_ACTIVITY_
When the word "controls" shows up in a line of the records below, copy that line.
*** Begin section ***
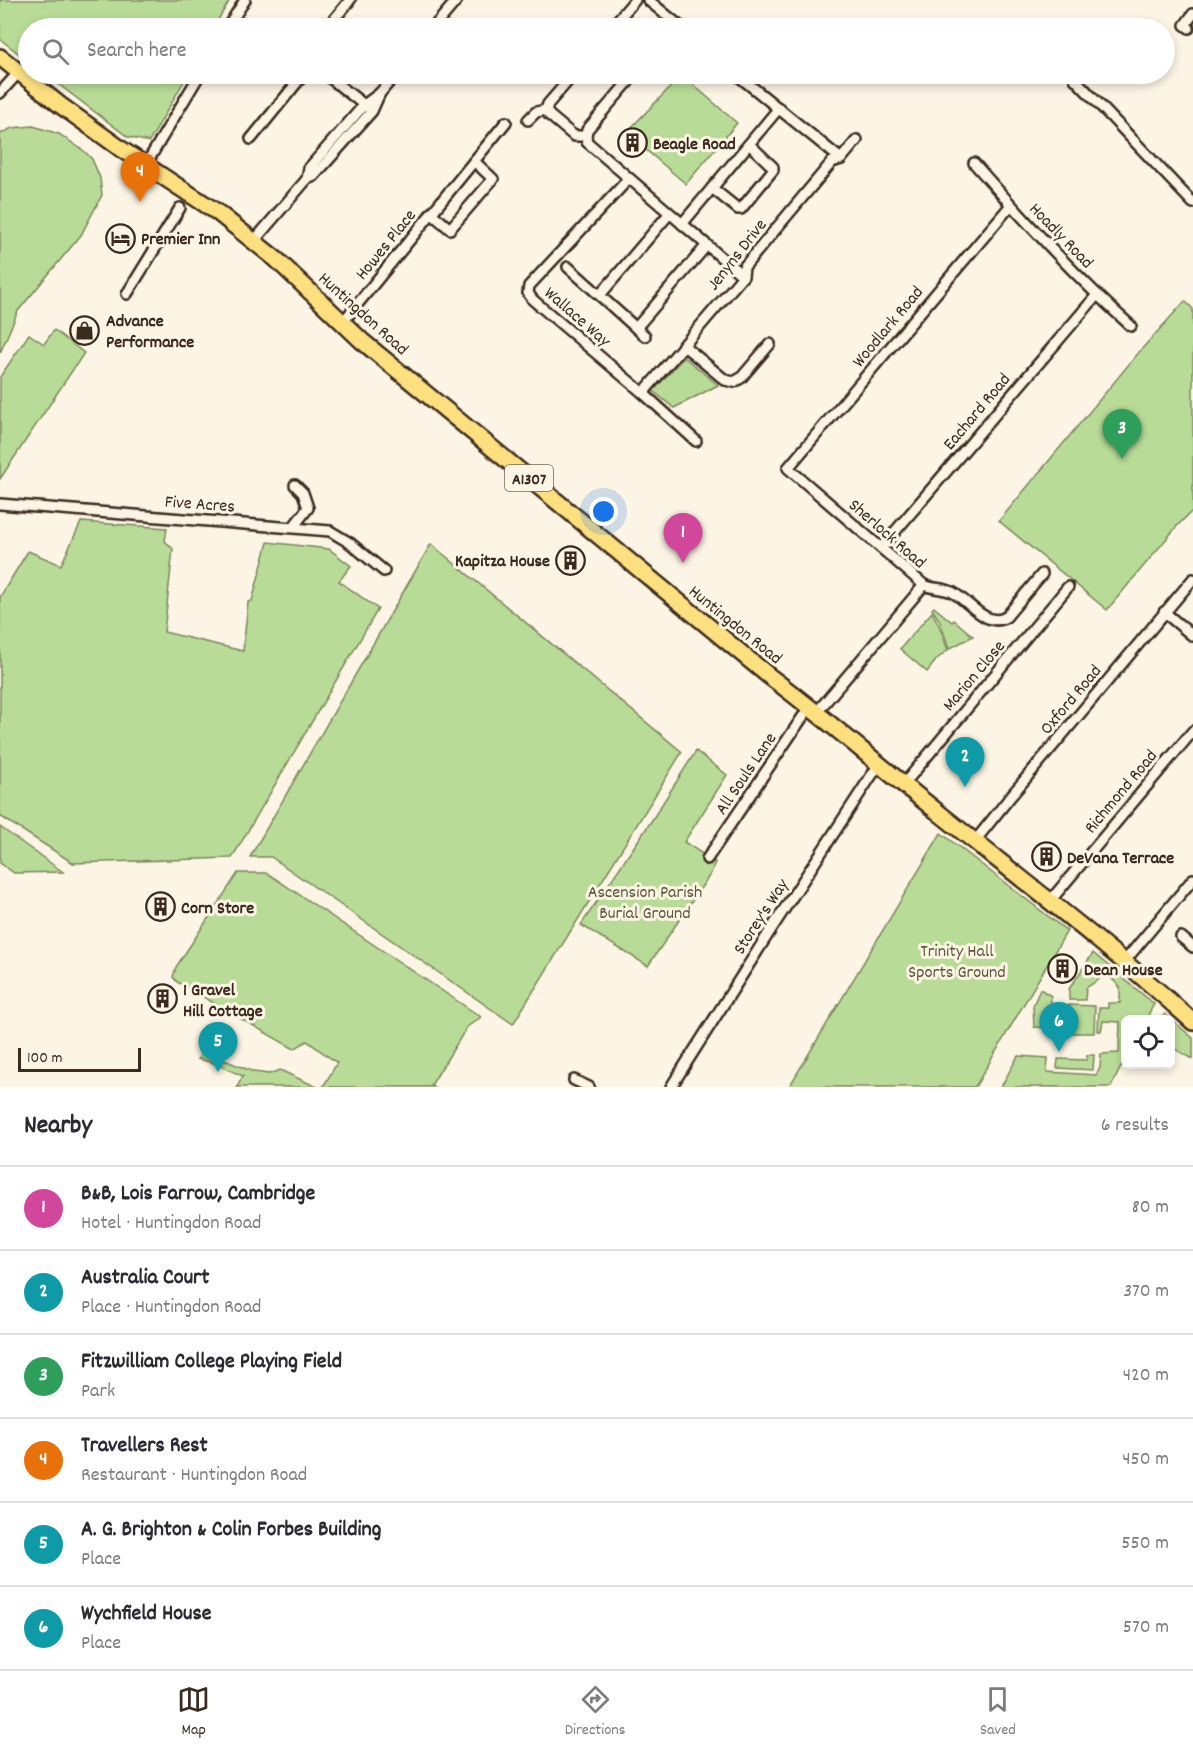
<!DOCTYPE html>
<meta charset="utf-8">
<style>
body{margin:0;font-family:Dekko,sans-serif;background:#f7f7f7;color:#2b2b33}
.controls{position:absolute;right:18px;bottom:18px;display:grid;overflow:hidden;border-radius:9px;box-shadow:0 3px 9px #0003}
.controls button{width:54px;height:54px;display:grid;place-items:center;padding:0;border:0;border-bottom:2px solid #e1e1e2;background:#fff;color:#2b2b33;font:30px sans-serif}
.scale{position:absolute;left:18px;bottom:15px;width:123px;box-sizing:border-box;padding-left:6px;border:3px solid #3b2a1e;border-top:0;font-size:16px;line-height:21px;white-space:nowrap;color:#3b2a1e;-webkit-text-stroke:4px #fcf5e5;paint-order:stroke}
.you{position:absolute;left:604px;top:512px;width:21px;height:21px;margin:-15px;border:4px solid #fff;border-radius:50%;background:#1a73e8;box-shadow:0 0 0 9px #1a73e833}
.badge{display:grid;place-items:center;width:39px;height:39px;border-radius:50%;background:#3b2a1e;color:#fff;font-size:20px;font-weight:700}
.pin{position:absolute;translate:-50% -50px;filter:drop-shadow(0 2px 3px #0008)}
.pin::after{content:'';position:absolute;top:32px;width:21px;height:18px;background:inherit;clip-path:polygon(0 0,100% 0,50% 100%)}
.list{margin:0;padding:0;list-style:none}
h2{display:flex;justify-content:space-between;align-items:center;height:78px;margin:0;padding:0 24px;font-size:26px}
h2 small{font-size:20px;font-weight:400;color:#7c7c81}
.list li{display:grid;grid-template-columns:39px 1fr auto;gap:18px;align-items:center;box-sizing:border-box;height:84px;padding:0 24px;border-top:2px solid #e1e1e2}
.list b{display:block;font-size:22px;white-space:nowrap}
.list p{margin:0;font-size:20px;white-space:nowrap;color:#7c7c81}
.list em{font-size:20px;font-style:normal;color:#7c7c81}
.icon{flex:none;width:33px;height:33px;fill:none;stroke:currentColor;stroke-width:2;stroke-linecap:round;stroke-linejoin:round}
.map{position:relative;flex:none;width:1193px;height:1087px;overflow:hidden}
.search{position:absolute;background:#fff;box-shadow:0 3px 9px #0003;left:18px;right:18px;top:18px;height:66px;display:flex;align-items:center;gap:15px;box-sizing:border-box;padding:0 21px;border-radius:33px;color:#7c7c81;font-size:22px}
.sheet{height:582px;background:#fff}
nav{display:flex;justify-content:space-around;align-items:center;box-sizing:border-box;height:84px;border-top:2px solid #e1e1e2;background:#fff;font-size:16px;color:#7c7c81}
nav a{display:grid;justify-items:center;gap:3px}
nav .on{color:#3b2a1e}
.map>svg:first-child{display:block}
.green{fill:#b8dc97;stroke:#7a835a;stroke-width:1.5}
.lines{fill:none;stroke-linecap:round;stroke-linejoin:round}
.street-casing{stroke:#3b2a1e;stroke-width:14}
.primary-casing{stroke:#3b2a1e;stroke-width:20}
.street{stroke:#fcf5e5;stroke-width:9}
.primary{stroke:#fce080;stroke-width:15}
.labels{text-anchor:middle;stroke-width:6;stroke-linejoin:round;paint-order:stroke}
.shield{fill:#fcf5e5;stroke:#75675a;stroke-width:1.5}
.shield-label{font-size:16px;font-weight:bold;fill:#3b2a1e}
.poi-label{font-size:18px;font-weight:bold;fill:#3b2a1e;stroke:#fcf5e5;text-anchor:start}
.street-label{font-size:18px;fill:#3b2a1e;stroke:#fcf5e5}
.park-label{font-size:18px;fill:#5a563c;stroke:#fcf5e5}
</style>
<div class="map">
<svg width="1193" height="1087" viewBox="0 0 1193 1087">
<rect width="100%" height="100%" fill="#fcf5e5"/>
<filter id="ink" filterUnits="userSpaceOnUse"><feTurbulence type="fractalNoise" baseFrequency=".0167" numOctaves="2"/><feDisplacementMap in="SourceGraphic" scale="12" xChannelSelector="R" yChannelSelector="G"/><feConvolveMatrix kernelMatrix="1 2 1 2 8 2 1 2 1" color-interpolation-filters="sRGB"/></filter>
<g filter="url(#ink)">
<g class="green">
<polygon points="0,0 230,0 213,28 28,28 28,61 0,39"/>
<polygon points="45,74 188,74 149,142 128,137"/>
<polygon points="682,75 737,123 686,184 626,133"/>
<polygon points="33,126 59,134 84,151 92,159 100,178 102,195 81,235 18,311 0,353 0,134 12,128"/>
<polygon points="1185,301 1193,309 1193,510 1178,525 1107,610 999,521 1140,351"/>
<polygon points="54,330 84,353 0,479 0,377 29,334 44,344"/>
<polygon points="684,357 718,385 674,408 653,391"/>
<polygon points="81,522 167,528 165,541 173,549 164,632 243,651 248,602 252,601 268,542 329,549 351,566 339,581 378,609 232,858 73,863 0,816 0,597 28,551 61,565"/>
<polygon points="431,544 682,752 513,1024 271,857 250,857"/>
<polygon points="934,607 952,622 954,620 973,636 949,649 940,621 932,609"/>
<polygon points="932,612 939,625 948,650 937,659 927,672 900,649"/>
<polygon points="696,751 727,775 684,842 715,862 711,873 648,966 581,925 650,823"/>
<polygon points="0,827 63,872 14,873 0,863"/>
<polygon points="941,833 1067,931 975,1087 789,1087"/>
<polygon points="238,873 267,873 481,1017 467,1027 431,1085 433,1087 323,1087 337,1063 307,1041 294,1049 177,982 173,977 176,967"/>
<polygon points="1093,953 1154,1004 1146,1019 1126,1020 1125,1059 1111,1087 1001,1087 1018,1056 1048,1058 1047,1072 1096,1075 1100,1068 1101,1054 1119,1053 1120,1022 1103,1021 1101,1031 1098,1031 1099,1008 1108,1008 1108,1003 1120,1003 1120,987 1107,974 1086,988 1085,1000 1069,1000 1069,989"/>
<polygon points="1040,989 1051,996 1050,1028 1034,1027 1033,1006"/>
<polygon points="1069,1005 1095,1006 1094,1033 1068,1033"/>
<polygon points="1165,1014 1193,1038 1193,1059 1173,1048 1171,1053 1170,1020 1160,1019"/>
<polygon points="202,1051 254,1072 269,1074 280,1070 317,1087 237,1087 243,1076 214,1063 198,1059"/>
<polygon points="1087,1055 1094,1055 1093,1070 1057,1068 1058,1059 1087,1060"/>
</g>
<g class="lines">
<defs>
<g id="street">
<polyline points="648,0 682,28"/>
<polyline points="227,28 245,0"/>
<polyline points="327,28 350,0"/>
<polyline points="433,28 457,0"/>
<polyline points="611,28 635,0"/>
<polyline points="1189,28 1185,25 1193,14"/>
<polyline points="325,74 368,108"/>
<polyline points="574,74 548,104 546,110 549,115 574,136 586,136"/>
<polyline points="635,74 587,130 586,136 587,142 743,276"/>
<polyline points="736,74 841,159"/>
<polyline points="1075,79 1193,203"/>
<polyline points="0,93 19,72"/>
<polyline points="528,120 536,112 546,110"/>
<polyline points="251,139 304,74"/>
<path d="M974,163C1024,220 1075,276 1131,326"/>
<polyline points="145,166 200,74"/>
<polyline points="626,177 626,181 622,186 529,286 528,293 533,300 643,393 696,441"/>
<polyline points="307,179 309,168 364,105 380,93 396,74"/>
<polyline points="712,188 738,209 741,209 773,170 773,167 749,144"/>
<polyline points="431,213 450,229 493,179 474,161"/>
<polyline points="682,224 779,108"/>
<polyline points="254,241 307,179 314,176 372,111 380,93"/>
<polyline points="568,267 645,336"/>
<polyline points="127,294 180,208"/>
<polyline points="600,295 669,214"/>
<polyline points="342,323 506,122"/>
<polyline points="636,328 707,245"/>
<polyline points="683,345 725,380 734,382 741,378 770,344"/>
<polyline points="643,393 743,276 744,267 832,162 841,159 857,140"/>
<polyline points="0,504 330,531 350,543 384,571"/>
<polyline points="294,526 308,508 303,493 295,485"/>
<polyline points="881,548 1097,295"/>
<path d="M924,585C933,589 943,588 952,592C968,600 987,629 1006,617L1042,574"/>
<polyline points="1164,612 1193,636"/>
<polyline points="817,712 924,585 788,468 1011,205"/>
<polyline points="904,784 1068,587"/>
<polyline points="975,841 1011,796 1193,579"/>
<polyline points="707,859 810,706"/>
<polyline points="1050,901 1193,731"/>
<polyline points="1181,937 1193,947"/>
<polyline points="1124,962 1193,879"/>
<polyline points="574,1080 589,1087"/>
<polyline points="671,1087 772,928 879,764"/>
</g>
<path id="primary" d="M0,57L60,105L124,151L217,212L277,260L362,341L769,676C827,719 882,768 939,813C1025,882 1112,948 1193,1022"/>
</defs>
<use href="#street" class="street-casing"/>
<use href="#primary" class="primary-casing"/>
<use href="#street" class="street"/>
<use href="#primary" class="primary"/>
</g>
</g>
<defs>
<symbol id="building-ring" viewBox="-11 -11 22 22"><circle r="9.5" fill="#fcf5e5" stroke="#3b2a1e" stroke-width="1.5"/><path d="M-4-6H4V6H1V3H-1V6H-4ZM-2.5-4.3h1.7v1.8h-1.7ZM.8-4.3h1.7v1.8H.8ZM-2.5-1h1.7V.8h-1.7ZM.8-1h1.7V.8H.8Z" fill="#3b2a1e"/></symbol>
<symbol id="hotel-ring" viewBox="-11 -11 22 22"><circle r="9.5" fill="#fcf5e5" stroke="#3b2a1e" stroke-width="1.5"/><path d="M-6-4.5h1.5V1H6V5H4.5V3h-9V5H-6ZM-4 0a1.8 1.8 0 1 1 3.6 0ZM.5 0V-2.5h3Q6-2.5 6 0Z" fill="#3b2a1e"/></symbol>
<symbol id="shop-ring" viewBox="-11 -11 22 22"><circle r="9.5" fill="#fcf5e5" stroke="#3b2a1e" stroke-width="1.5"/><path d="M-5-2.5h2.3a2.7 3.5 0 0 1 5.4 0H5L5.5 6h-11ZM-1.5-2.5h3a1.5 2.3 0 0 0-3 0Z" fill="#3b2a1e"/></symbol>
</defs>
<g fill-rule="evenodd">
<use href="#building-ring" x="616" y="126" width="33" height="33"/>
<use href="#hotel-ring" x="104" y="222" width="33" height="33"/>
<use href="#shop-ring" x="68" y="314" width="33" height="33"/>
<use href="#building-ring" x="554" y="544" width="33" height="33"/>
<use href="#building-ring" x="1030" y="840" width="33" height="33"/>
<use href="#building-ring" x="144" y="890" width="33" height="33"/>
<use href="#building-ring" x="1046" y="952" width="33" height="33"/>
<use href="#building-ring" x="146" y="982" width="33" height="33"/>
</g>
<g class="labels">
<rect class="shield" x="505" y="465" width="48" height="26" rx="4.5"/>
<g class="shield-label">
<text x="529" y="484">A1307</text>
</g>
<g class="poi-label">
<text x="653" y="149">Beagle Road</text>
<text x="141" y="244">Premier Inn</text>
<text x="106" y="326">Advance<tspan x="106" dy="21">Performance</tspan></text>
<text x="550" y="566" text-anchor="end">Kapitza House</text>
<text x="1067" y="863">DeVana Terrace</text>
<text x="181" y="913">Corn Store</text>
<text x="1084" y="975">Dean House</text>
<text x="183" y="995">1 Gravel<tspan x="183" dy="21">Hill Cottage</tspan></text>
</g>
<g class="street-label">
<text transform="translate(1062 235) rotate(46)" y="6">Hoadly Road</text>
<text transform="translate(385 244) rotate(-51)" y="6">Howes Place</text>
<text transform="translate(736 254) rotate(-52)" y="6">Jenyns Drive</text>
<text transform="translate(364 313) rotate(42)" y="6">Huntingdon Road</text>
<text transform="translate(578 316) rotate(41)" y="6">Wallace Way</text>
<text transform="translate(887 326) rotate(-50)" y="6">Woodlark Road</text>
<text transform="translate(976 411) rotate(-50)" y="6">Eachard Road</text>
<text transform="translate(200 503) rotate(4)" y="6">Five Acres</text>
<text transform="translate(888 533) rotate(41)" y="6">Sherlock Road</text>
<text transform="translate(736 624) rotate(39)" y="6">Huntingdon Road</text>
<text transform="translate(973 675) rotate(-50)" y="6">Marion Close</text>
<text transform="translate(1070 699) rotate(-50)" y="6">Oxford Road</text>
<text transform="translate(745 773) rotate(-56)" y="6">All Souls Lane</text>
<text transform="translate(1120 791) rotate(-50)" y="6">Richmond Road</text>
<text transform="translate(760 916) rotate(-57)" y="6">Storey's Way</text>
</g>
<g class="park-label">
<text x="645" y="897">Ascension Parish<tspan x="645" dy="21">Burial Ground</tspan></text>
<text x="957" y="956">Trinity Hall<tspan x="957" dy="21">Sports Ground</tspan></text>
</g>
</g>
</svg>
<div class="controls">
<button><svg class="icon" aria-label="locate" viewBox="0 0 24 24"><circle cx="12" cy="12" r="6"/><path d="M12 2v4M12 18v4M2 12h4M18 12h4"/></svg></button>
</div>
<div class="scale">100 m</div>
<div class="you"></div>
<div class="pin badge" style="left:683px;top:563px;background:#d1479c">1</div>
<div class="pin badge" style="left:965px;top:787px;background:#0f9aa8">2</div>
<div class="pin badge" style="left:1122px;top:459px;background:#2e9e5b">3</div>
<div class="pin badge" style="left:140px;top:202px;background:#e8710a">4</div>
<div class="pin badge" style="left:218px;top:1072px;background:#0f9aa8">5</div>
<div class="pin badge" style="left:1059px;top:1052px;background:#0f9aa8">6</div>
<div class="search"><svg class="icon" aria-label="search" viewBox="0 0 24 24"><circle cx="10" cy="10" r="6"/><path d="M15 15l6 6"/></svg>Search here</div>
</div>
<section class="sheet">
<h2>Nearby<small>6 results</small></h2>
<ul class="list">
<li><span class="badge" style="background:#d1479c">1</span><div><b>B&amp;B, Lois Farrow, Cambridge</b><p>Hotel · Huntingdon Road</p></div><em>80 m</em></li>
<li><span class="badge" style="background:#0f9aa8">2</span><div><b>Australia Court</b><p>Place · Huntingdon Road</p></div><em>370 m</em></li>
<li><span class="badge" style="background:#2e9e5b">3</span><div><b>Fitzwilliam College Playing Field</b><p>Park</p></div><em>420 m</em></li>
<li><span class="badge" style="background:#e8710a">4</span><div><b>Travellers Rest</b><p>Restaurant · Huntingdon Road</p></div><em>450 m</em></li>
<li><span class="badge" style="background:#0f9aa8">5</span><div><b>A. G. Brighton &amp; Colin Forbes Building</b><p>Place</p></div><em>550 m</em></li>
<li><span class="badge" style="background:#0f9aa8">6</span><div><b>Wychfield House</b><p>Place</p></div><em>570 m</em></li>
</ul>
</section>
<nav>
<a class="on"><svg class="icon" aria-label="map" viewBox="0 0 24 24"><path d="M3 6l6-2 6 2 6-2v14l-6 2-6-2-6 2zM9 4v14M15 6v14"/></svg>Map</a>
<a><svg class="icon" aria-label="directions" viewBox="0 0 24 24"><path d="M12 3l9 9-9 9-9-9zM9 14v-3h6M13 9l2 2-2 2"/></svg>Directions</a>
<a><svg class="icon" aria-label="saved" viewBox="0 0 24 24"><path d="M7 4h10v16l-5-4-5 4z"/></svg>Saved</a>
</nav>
*** End section ***
_RESULT FOR THIS EXERCISE_
.controls{position:absolute;right:18px;bottom:18px;display:grid;overflow:hidden;border-radius:9px;box-shadow:0 3px 9px #0003}
.controls button{width:54px;height:54px;display:grid;place-items:center;padding:0;border:0;border-bottom:2px solid #e1e1e2;background:#fff;color:#2b2b33;font:30px sans-serif}
<div class="controls">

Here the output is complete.